延遲相乘加總(DMAS)成像使用通道對的乘法耦合來獲得接收孔徑的空間同調性，因此相較傳統延遲加總(DAS)成像具有較高影像解析度和對比度。然而現有之DMAS成像是基於射頻通道信號進行乘法耦合，因此射頻通道信號必須預先進行過取樣處理以避免頻域混疊並搭配帶通濾波以隔離出二次諧波的成像分量。
本論文提出了基於基頻通道信號的DMAS成像演算法(BB-DMAS)，由於基頻通道信號的乘法耦合不會造成頻譜上移，BB-DMAS無須上述過取樣和帶通濾波即可得到高品質的超音波影像成像，BB-DMAS成像保留時間延遲後的複數通道信號相位並調整其振幅為p次方根值，在通道加總之後進行p次方以恢復其原始信號維度，其中 p值可為任意有理數來提供彈性可調的影像品質。BB-DMAS除適用固定發射聚焦的成像模式之外，也可實施於平面波複合之發射合成聚焦影像。

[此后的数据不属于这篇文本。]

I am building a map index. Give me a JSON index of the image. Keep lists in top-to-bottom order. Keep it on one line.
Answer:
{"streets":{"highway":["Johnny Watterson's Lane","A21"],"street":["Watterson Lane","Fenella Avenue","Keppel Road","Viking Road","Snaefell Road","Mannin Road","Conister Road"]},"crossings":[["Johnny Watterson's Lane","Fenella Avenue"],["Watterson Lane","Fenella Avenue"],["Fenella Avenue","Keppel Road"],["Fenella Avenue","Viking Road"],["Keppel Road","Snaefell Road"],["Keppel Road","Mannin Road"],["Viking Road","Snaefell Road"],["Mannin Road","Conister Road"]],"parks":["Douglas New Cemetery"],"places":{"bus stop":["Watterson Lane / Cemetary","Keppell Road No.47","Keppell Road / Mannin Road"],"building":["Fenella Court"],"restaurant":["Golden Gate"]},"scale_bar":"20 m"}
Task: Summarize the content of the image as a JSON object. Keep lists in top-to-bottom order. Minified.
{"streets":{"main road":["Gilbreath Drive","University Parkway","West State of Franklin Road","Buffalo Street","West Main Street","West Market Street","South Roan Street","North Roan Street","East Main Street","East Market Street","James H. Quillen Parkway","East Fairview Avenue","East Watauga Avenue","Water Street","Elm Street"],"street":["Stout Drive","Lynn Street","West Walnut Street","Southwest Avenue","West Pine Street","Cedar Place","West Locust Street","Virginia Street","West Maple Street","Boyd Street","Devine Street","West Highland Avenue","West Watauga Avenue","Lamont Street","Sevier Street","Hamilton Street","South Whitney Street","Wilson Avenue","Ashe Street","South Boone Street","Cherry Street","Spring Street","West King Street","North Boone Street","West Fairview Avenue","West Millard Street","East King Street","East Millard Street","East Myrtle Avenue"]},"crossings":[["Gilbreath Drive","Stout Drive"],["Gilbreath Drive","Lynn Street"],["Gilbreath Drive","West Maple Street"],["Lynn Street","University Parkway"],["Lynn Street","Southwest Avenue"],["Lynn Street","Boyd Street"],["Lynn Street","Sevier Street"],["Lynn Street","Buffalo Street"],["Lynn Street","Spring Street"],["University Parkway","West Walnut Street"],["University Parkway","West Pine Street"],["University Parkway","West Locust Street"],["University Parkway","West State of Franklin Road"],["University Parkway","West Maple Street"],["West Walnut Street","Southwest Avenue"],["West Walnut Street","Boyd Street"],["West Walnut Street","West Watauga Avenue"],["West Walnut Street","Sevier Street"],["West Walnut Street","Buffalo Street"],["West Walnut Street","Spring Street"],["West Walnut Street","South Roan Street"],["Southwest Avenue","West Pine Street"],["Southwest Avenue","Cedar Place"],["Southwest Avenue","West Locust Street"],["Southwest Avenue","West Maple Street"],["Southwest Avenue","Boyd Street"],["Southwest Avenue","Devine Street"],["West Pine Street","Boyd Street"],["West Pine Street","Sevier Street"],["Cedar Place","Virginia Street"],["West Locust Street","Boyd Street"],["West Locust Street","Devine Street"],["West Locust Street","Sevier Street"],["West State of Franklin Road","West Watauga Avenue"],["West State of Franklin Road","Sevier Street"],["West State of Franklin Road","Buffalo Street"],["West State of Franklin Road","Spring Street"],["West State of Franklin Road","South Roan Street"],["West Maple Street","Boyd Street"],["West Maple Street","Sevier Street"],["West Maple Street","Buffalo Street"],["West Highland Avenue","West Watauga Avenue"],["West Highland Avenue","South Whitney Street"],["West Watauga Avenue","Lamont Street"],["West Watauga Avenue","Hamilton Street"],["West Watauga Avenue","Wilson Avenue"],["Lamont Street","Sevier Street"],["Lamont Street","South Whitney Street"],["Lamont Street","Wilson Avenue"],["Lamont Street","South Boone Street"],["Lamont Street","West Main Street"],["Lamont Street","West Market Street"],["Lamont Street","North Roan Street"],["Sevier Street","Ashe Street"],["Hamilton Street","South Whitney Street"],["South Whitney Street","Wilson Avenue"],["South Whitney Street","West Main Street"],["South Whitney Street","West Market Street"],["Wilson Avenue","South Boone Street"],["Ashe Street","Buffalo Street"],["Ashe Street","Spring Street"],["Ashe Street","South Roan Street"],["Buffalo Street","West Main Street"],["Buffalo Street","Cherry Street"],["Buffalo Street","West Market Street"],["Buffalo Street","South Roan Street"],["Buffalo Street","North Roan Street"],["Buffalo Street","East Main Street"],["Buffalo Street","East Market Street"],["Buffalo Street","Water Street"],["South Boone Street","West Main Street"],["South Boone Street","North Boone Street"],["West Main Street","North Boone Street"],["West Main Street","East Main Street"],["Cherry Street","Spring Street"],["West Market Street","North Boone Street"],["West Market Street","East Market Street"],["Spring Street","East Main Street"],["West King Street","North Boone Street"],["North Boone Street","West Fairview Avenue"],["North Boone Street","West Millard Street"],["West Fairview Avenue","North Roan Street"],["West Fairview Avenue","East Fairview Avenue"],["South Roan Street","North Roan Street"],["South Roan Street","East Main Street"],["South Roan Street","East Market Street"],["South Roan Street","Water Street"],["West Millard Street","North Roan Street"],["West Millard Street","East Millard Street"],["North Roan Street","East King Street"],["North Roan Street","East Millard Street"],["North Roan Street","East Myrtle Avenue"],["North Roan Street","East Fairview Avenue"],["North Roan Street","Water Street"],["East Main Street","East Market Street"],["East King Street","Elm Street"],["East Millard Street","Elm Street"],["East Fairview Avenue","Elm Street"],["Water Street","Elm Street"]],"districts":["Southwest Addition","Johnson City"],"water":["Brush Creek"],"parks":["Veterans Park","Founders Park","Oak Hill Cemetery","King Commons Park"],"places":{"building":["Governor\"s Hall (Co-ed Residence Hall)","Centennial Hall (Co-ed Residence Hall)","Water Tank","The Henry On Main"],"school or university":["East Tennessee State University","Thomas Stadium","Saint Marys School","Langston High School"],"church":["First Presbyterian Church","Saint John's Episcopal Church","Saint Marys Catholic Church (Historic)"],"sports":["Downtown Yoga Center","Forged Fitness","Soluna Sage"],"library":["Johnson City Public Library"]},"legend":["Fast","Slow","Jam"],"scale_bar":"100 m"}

研究結果顯示BB-DMAS和RF-DMAS之間的成像結果是相仿的，且BB-DMAS成像可以視為DAS成像與通道域相位同調因子(PCF)的相乘，其可適性同調權重特性可以衰減旁瓣及雜波等低同調分量。隨著BB-DMAS成像中有理數p值的增加，抑制橫向旁瓣、柵瓣和隨機雜訊的能力提高，發射聚焦實驗結果之影像對比度從DAS的-24.8 dB減小到BB-DMAS的-34.3 dB (p=1.5)，-43.0 dB (p=2.0)和-51.4 dB (p=2.5)。但由於發射聚焦區域中信號同調性較高，DMAS成像會在焦深處呈現明亮區域而導致固定發射聚焦成像下之影像均勻性低。對於依賴多角度平面波同調複合之合成聚焦影像，BB-DMAS亦可實施於由發射角和接收通道兩個維度構成的回波矩陣中來產生輸出影像，與文獻中僅在單一維度上進行延遲相乘加總計算的方法相較，本論文提出的二維延遲相乘加總(2D-DMAS)成像可直接提取二維信號同調性以進一步提高影像品質。實驗結果顯示影像橫向寬度從DAS的0.53 mm減小到2D-DMAS的0.42 mm (p=1.5)，0.36 mm (p=2.0)，0.31 mm (p=2.5)及0.28 mm (p=3.0)，且同一p值下之2D-DMAS成像橫向寬度均較文獻中僅在單一維度上提取信號同調性的方法更低。
但DMAS成像會增加超音波影像斑點變異程度，影像對比雜訊比反而隨p值增加而減小，因此在未來的工作可以結合其他抑制斑點技術以找到對比度和對比雜訊比之間的最佳平衡。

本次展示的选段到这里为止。